Study of the Modularity of the State of the Biomass and of the Addition of Amphiphilic Additive by Enrichment of Sunflower Oil Using a Stirred Ball Mill

[0061] Moist, dry or pre-extracted biomass (Arthrospira platensis) is mixed with the extraction solvent (sunflower vegetable oi, sunflower vegetable oil at 1% Tween 80, and sunflower vegetable oil at 1% Span 80) according to the ratio 1/20; i.e. 1 g of biomass for 20 g of solvent. In this case, 0.5 g of spirulina is introduced into 10 g of oil. The mixtures are then introduced into a stirred ball mill having ceramic balls, and subjected to rotations of a speed of 4000 rotations/minute for 1 hour, at ambient temperature. The extracts are then centrifuged for 10 minutes at 9000 rpm in order to achieve a clear oil.

[0062] The oil collected after these extractions is of a green color which is different from the initial color of the sunflower oil at the outset (light yellow). Comparing the absorption spectra of the oil alone (FIG. 1A) and the sunflower vegetable oil at 1% Tween 80 enriched in spirulina compounds (FIG. 1B) reveals the presence of peaks characteristic of vegetable pigments: carotenoids (.sub.max=416 nm) and chlorophyll (.sub.max=668 nm). Thus, according to these preliminary qualitative observations, the sunflower oil appears to have been enriched with spirulina pigments by the method according to the invention.

[0063] A quantitative analysis was then carried out by means of spectrophotometric measurements in order to evaluate the content of each of the pigments thereof, depending on the biomass and amphiphilic additive type. The results obtained (FIG. 2) demonstrate that the biomass type modulates the pigment content. Indeed, the maximum pigment contents are achieved in the case of a pre-extracted biomass (lyophilized pellet, having already undergone extraction). Modulating the polarity by adding amphiphilic additive into the oil also affects the pigment yields. Thus, in the case of the surfactant Tween 80, the extract contains 238.61 g of chlorophyll a per g of oil, and 61.46 g of carotenoids per g of oil.

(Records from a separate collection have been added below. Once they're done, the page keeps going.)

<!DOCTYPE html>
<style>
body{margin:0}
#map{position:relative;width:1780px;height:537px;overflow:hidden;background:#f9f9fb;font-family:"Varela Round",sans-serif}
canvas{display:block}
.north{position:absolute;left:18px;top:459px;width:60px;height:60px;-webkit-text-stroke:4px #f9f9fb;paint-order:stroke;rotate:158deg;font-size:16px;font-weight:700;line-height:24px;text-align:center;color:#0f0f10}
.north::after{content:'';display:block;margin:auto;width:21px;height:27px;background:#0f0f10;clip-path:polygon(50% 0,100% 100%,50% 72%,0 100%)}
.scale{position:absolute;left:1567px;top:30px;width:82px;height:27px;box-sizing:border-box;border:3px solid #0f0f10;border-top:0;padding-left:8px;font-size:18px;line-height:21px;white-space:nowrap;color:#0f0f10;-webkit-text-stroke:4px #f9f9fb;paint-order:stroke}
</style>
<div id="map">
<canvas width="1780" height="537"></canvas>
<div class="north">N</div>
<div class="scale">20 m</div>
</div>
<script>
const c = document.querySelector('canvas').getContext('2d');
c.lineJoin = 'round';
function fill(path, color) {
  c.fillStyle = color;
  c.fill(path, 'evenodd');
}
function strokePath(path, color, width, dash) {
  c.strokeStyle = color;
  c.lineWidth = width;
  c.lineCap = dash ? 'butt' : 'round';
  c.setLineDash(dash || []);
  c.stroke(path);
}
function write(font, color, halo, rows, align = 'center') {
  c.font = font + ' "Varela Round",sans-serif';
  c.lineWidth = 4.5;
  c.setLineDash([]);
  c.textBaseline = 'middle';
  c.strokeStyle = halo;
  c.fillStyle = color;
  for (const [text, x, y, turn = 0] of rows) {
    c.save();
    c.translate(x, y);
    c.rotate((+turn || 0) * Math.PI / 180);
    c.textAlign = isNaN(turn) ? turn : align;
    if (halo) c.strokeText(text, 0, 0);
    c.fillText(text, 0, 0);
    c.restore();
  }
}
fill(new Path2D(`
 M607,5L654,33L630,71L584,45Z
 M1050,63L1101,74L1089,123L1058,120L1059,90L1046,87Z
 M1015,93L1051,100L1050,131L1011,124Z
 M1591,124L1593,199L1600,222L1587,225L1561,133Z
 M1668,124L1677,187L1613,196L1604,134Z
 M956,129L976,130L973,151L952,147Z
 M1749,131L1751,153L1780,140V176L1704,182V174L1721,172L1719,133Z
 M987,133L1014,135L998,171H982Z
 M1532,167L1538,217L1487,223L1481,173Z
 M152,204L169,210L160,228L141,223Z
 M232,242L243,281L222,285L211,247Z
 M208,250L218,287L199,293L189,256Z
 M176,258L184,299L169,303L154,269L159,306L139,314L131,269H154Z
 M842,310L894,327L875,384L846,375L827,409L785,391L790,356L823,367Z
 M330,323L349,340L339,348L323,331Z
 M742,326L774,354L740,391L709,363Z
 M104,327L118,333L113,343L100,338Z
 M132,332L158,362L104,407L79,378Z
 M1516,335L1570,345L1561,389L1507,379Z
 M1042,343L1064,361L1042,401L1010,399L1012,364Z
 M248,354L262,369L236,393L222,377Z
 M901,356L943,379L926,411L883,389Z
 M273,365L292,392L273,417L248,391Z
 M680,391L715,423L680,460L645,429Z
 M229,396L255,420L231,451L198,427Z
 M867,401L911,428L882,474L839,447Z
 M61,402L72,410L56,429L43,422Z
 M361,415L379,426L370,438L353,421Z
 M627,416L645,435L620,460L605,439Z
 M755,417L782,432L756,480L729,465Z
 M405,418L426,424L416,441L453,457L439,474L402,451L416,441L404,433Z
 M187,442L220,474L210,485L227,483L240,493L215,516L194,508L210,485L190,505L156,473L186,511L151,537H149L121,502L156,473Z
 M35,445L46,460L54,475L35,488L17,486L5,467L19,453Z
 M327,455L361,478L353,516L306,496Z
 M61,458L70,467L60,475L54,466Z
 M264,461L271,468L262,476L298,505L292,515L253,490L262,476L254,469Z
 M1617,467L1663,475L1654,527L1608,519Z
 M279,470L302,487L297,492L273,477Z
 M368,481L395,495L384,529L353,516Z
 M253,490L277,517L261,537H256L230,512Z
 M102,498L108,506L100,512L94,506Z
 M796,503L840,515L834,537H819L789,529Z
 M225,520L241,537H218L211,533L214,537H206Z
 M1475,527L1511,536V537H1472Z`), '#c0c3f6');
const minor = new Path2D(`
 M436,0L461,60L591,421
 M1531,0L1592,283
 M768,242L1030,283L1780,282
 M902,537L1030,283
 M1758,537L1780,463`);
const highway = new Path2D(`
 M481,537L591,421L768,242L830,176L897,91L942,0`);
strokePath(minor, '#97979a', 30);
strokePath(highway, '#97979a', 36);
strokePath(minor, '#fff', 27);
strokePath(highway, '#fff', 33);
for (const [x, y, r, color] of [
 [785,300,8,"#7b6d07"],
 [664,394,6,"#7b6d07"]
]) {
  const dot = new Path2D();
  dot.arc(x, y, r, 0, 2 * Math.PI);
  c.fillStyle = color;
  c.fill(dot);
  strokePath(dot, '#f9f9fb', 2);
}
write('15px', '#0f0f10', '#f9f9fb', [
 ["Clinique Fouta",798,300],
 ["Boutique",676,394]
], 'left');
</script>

[0064] Furthermore, focusing on the lipids classes, the enrichment of vegetable oil with neutral lipids of spirulina following extraction is also evident. A qualitative analysis of the neutral lipids has been carried out (FIG. 3) by means of high-performance thin-layer chromatography (HPTLC), where 20 L of the sample, at 1 mg/mL, was deposited in chloroform. The results obtained show the presence of monoglycerides (MAG) in extracts 1 to 19 but not in the control, and the presence of free fatty acids (FFA) in extracts 12 to 19 but not in the control. These results highlight the presence of neutral lipids such as free fatty acids (FFA) and monoglycerides (MAG) in vegetable oil following extraction. The vegetable oil, which did not contain these compounds in the initial state, has therefore been enriched.

Example 2

Study of the Modularity of the Extraction TechniqueEnrichment of Sunflower Oil Using Different Extraction Methods

[0065] For a given biomass (in this case moist biomass (80% moisture) of Arthrospira platensis), different extraction methods have been used in order to enrich the sunflower oil:

Stirred ball mill: 4000 rpm for 1 hour, using 20 g of ceramic balls
Ultrasound: 25 kHz, 150 W, for 30 min
Microwaves: test using different powers of from 300 to 1000 W, by means of treatment by 1-minute cycles

Maceration.

[0066] The spectrophotometric measurements carried out (FIG. 4) show that the yields of chlorophyll a and carotenoids are modulated by the extraction technique selected. Indeed, the maximum yields are achieved in the case of ultrasound extraction: 209.92 g of chlorophyll a per g of oil, and 35.60 g of carotenoids per g of oil (in the case of oil at 1% Span 80). In this case, adding Span 80 to the oil modulates the polarity in favor of the extraction of chlorophyll and carotenoid pigments.

Example 3

Study of the Modularity of the Extraction ParametersEnrichment of Sunflower Oil Using Microwaves

[0067] In order to highlight the modularity of the extraction technique, various parameters have been tested. The biomass selected for these extractions is a spirulina paste having 79.87% moisture. The biomass/oil mixture is made at a dry ratio of 1/20.sup.th. A plurality of cycles of exposure to microwaves, of a duration of 1 minute, were applied to the solvent/biomass mixture, interspersed with cooling in an ice bath (shown in FIG. 5).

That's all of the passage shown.